Backup with Borg

- 9 minutes read - 1863 words

You probably already heard of the OVH’s recent fire. It was a hard reminder for many people and companies. Many websites and services had big outage consequently and some lost everything in the fire

Picture of OVH's strasbourg datacenter burning
Picture of OVH’s strasbourg datacenter burning

Most website went down for few hours. Avoiding service interruption when a whole datacenter disappear is not something easy. Some already had everything in place for this kind of scenario. I won’t talk about that today.

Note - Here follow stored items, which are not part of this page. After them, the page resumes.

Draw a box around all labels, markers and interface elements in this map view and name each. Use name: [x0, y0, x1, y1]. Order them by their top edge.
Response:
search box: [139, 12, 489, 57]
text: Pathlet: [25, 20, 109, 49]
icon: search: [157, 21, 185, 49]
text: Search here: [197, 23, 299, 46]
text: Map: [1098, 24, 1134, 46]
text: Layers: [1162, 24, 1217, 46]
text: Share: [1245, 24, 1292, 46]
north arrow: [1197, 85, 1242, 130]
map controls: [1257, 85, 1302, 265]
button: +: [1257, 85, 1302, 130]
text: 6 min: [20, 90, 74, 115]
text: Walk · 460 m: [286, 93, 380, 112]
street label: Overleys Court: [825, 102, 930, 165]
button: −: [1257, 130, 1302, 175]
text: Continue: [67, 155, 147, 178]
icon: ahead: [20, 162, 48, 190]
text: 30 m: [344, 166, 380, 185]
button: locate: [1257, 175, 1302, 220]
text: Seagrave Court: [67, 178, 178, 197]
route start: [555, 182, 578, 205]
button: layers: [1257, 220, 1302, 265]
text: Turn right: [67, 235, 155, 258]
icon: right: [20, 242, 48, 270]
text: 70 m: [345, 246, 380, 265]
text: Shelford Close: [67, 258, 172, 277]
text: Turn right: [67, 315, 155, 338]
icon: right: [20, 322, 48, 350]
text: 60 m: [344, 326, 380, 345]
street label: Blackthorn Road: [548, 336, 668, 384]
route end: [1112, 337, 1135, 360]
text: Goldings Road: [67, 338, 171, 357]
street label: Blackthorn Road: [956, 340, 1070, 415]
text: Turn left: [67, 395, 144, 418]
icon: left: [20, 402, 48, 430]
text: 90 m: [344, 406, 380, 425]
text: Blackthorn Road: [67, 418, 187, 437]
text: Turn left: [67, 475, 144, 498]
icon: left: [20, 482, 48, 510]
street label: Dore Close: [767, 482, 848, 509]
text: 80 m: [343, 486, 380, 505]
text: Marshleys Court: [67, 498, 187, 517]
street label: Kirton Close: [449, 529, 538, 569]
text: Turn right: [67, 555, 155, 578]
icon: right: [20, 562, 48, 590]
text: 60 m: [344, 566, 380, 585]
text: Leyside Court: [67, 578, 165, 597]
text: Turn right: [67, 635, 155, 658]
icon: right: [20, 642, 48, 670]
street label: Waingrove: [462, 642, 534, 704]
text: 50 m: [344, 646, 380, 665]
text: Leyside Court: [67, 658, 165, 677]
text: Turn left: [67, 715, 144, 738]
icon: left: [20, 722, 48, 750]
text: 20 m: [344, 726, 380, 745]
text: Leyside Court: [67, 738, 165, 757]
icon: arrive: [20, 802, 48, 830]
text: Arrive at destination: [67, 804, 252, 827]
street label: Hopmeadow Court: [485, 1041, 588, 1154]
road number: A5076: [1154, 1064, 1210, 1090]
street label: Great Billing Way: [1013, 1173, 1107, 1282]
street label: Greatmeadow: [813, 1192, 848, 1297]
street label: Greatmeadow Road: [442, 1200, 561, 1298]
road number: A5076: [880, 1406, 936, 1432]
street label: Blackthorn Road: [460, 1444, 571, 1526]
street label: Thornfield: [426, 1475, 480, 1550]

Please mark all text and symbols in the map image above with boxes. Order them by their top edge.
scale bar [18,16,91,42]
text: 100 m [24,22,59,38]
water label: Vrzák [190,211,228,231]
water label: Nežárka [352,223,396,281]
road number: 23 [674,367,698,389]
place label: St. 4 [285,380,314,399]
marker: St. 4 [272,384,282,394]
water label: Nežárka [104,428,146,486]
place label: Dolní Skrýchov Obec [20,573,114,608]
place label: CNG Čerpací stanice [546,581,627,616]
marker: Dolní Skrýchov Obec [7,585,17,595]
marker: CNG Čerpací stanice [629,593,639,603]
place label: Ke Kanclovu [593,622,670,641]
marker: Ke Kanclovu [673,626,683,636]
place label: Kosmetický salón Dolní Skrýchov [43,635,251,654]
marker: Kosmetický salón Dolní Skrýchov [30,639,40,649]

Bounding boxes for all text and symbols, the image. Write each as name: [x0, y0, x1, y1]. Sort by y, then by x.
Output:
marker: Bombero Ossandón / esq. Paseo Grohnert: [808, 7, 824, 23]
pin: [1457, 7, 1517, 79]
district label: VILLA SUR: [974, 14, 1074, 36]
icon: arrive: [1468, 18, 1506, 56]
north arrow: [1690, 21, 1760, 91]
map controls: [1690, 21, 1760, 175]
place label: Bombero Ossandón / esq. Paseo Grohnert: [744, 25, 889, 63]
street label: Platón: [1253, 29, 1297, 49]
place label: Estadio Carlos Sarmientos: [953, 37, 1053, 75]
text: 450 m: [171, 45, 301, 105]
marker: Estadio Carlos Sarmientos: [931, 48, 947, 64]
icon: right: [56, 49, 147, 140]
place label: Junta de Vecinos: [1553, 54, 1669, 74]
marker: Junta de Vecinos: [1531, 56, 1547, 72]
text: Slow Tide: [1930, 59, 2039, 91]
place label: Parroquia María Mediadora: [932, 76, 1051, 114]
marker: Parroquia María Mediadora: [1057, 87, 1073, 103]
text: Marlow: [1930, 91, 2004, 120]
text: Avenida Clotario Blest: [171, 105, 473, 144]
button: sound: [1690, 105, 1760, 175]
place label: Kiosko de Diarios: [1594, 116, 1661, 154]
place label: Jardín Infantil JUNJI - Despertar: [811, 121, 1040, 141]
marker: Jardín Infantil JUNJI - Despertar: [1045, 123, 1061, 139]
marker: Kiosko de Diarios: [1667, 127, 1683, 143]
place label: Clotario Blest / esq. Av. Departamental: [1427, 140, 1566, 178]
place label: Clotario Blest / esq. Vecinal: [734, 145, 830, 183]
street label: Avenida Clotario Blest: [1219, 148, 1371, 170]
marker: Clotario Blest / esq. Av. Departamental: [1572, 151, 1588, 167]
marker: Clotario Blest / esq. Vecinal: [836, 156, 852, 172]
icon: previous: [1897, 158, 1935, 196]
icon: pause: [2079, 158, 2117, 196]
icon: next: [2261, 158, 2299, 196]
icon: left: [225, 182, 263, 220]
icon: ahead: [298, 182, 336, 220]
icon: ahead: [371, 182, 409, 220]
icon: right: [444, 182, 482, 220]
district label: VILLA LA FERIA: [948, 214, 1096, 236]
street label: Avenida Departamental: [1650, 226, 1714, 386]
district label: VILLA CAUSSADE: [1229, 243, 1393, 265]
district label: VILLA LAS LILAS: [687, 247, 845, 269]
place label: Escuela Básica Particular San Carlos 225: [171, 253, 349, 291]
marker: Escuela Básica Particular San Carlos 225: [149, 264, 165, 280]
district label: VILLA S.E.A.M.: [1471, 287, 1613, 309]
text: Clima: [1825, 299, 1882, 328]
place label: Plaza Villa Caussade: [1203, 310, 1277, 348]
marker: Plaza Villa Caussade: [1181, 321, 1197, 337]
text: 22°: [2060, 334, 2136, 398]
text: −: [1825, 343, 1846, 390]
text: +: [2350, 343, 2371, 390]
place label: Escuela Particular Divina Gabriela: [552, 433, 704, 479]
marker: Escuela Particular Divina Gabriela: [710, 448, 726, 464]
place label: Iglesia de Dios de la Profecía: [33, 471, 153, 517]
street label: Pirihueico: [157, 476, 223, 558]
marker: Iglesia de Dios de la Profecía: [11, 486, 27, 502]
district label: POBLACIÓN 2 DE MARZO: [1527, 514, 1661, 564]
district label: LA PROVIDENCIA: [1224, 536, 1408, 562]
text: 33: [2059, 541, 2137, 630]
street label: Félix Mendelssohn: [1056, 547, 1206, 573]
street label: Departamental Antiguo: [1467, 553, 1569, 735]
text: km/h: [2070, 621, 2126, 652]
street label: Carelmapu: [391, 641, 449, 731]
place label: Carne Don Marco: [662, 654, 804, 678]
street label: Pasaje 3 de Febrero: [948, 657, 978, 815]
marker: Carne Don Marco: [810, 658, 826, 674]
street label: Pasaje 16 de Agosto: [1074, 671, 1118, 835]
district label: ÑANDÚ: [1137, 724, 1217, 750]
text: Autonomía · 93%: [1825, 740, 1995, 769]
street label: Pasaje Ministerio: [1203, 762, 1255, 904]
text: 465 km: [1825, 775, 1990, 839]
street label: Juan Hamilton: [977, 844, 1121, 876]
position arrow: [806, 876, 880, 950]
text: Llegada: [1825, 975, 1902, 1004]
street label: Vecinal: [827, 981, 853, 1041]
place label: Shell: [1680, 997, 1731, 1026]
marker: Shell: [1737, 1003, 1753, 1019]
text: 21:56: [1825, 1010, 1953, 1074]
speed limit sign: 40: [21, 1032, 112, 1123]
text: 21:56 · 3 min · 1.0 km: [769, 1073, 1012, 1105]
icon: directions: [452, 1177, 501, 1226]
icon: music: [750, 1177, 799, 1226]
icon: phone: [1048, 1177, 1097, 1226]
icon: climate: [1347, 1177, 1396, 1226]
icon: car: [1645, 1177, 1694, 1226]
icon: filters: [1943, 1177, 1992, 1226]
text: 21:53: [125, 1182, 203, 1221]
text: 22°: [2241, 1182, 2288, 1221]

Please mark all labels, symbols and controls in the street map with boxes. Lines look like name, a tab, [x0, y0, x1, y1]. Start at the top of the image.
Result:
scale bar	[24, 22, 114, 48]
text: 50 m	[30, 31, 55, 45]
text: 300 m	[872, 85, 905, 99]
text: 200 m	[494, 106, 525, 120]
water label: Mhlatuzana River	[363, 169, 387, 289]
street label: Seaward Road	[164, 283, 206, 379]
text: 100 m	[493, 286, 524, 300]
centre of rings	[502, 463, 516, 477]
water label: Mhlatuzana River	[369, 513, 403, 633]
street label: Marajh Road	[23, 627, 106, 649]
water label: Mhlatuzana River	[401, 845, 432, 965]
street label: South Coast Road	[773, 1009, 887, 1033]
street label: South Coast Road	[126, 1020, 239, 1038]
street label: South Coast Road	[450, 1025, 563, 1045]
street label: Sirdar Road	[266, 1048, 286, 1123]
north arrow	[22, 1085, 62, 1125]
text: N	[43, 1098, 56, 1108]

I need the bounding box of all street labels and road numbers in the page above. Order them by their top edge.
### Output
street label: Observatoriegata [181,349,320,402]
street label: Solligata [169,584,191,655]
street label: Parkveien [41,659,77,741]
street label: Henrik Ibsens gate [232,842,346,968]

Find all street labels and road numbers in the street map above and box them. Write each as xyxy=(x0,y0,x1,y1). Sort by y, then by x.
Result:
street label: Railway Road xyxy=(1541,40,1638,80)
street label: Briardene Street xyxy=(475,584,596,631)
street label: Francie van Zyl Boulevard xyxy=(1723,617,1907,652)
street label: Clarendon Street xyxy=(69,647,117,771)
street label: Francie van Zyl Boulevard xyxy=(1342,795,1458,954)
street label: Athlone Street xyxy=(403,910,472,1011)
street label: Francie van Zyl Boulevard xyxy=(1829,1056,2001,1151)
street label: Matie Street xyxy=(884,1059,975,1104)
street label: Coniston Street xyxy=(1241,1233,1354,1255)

Today, I will explain how I do my personal backup.

The basics

When talking backup, we often point out 3 rules to follow:

  • Having at least 3 copies of you data
  • At least two copies on different media type
  • The third copy must be somewhere else (not in the same geographic space as the other two)

The most important and often forgotten bullet point is the last one. If your backups are stolen or destroyed all together, they are not really useful anymore.

The cloud is a good third place to store backup, but I decided to avoid it for cost’s reasons, principle, and learning interest.

Borg

Borg is a command line tool, meaning there is no interface to click on, meant to back up data incrementally. This mean it can reduce backup time by only focusing on changed files instead of doing a full swipe every times. Borg also use a powerfull deduplication mechanism to reduce backup archive size. If two identical files are found, they will not be store twice, but only once.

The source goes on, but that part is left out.